A Field Guide to Occurrences of Bernini’s Ecstasy of St. Teresa in Infinite Jest
Spoiler Line: 742
I’ve been meaning to do this one for awhile.
Bernini’s statue The Ecstasy of St. Teresa is all over the place in Infinite Jest. Before I get into it I want to talk a little bit about this statue (it’s the one in the pretty pic above) to make sure we’re all on the same page.
St. Teresa of Avila was the founder of the Carmelite order of nuns. She was prone to mystical, visionary experiences, and wrote a lot about them. The most famous of her mystical experiences is the one immortalized in Bernini’s sculpture:
It pleased the Lord that I should see this angel in the following way. He was not tall, but short, and very beautiful, his face so aflame that he appeared to be one of the highest types of angel who seem to be all afire. They must be those who are called cherubim: they do not tell me their names but I am well aware that there is a great difference between certain angels and others, and between these and others still, of a kind that I could not possibly explain. In his hands I saw a long golden spear and at the end of the iron tip I seemed to see a point of fire. With this he seemed to pierce my heart several times so that it penetrated to my entrails. When he drew it out, I thought he was drawing them out with it and he left me completely afire with a great love for God. The pain was so sharp that it made me utter several moans; and so excessive was the sweetness caused me by this intense pain that one can never wish to lose it, nor will one’s soul be content with anything less than God. It is not bodily pain, but spiritual, though the body has a share in it — indeed, a great share. So sweet are the colloquies of love which pass between the soul and God that if anyone thinks I am lying I beseech God, in His goodness, to give him the same experience.
During the days that this continued, I went about as if in a stupor. I had no wish to see or speak with anyone, but only to hug my pain, which caused me greater bliss than any that can come from the whole of creation.
Pretty intense, huh? Critics from Teresa’s time onward saw something not-so-subtly sexual about all this talk of ecstasy and penetration. Bernini, for his part, certainly didn’t shy away from the sexy angle when he did his sculpture. I think the important take-home here is that this is a moment of profound and sublime ecstasy and self-transcendence. A union with the divine.
Keeping that in mind, let’s move on to IJ. I think the E. of St. T. first shows up in Himself’s filmography:
Pre-Nuptial Agreement of Heaven and Hell. […] God and Satan play poker with Tarot cards for the soul of an alcoholic sandwich-bag salesman obsessed with Bernini’s ‘The Ecstasy of St.
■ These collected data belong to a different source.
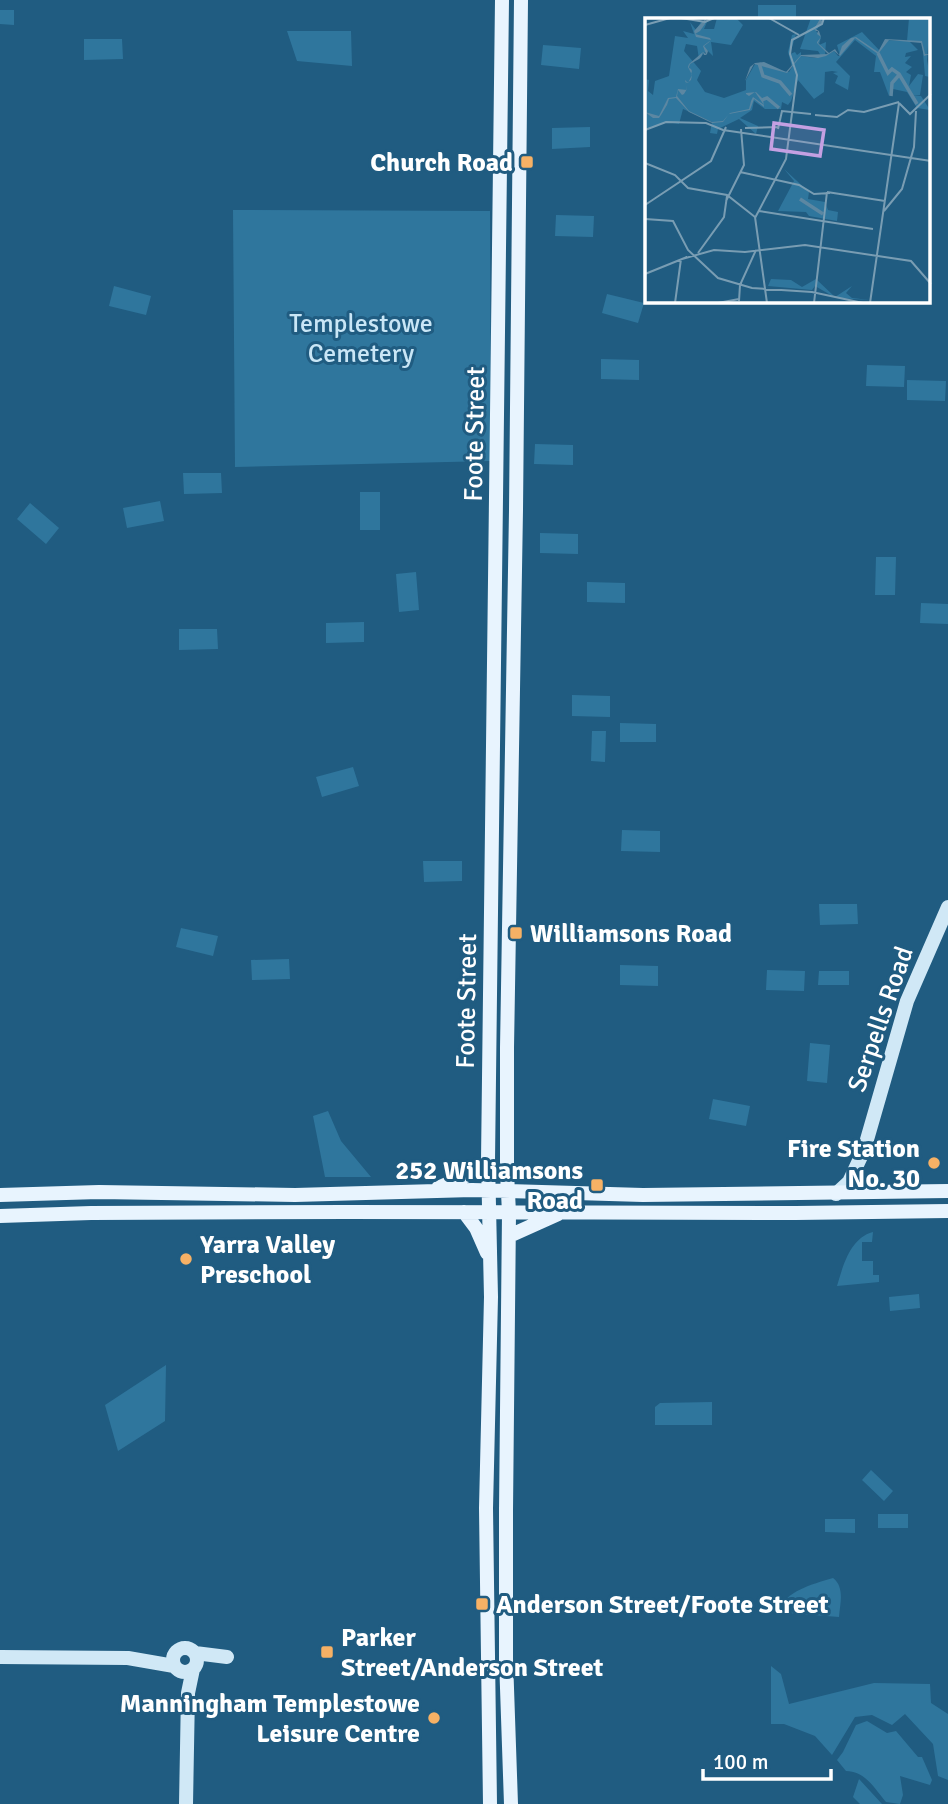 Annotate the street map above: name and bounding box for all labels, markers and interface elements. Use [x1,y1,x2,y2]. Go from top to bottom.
inset map [645,18,930,303]
place label: Church Road [370,147,513,179]
marker: Church Road [519,154,535,170]
park label: Templestowe Cemetery [289,308,433,370]
street label: Foote Street [458,366,492,502]
place label: Williamsons Road [530,918,732,950]
marker: Williamsons Road [508,925,524,941]
street label: Foote Street [450,933,484,1069]
street label: Serpells Road [841,942,921,1096]
place label: Fire Station No. 30 [787,1133,920,1195]
place label: 252 Williamsons Road [395,1155,583,1217]
marker: Fire Station No. 30 [926,1155,942,1171]
marker: 252 Williamsons Road [589,1177,605,1193]
place label: Yarra Valley Preschool [199,1229,335,1291]
marker: Yarra Valley Preschool [178,1251,194,1267]
place label: Anderson Street/Foote Street [496,1589,829,1621]
marker: Anderson Street/Foote Street [474,1596,490,1612]
place label: Parker Street/Anderson Street [341,1622,604,1684]
marker: Parker Street/Anderson Street [319,1644,335,1660]
place label: Manningham Templestowe Leisure Centre [120,1688,420,1750]
marker: Manningham Templestowe Leisure Centre [426,1710,442,1726]
scale bar [703,1738,831,1782]
text: 100 m [713,1749,768,1775]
Teresa.’ 
Not a lot to say yet except this: the title of the film is a riff on William Blake’s “Marriage of Heaven and Hell,” which opens up a Romantic/mystic rabbit-hole who’s depths I don’t have the gumption to plumb at the moment. Suffice it to say that in footnote 146 we learn that Himself’s movie was inspired by late-night drunken Blake marathons with Lyle, and that both Blake and the St. Teresa in question operated largely in a mystic/visionary register.
Next reference: Joelle’s having waaay Too Much Fun in Molly Notkin’s bathroom:
The ‘base frees and condenses, compresses the whole experience to the implosion of one terrible shattering spike in the graph, an afflated orgasm of the heart that makes her feel, truly, attractive, sheltered by limits, deveiled and loved, observed and alone and sufficient and female, full, as if watched for an instant by God. She always sees, after inhaling, right at the apex, at the graph’s spike’s tip, Bernini’s ‘Ecstasy of St. Teresa,’ behind glass, at the Vittoria, for some reason, the saint recumbent, half-supine, her flowing stone robe lifted by the angel in whose other hand a bare arrow is raised for that best descent, the saint’s legs frozen in opening, the angel’s expression not charity but the perfect vice of barb-headed love. The stuff had been not just her encaging god but her lover, too, fiendish, angelic, of rock. 
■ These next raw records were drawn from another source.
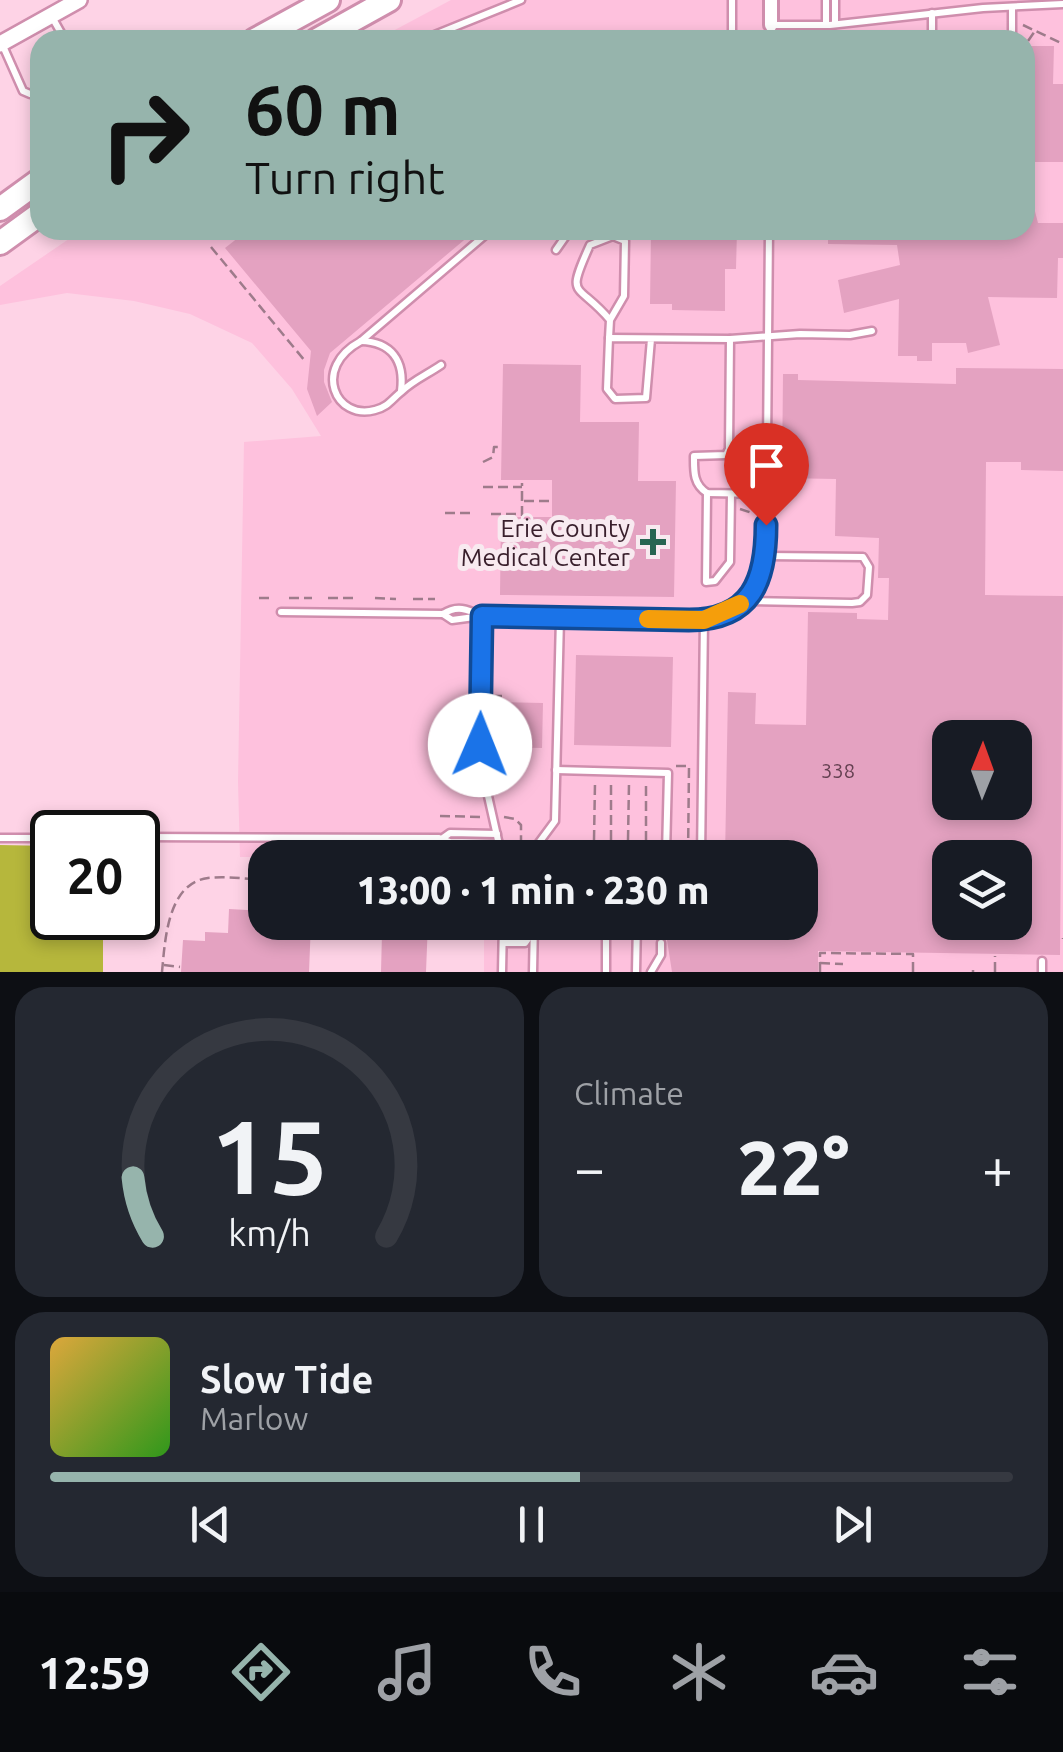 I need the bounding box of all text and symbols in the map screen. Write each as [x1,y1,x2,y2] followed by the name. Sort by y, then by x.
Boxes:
[80,70,210,200] icon: right
[245,70,401,148] text: 60 m
[245,152,445,203] text: Turn right
[724,423,809,526] pin
[739,438,794,493] icon: arrive
[461,514,631,571] place label: Erie County Medical Center
[640,529,666,555] marker: Erie County Medical Center
[428,693,532,797] position arrow
[932,720,1032,820] north arrow
[932,720,1032,940] map controls
[821,759,855,782] house number: 338
[30,810,160,940] speed limit sign: 20
[932,840,1032,940] button: layers
[356,869,710,911] text: 13:00 · 1 min · 230 m
[574,1075,684,1111] text: Climate
[211,1097,328,1214] text: 15
[738,1125,849,1209] text: 22°
[574,1137,605,1198] text: −
[982,1137,1013,1198] text: +
[228,1213,311,1253] text: km/h
[200,1358,373,1400] text: Slow Tide
[200,1400,308,1436] text: Marlow
[183,1497,238,1552] icon: previous
[504,1497,559,1552] icon: pause
[825,1497,880,1552] icon: next
[226,1637,296,1707] icon: directions
[372,1637,442,1707] icon: music
[518,1637,588,1707] icon: phone
[664,1637,734,1707] icon: climate
[809,1637,879,1707] icon: car
[955,1637,1025,1707] icon: filters
[38,1647,150,1698] text: 12:59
Here Wallace is linking up the ecstatic experience of a visionary union with God to the ecstatic experience of a union with a Substance. Sex, drugs, religious ecstasy — I love how in Wallace’s hands all these things seem to come together at Bernini’s statue. Moments later, on p. 238, Joelle’s going through a life-flashing-before-your-eyes kind of thing and she notes that she’ll never actually get to see the real statue in Rome.
Here’s the next occurrence, in the story of the stripper who tries to ascribe a causality to her addictions. The statue goes unnamed but you can bet your ass it’s the same one:
Its facial expression [after being diddled by its father] was, in a word, the speaker says, unspeakably, unforgettably ghastly and horrid and scarring. It was also the exact same expression as the facial expression on the stone-robed lady’s face in this one untitled photo of some Catholic statue that hung (the photo) in the dysfunctional household’s parlor… this photo of a statue of a woman whose stone robes were half hiked up and wrinkled in the most godawfully sensually prurient way, the woman reclined against the uncut rock, her robes hiked and one stone foot hanging off the rock as her legs hung parted, with a grinning little totally psychotic-looking cherub-type angel standing on the lady’s open thighs and pointing a bare arrow at where the stone robe hid her cold tit, the woman’s face upturned and cocked and pinched into that exact same shuddering-protozoan look beyond pleasure or pain. The whacko foster mom knelt daily before that photo [and also required that It be hoisted up to do the same]. 373
Gately notes a few pages later that Joelle’s veil billows in and out with her breath as she’s listening to this story. Note that while the whacko mom reads the statue religiously, It seems to respond more to the sexuality of the statue.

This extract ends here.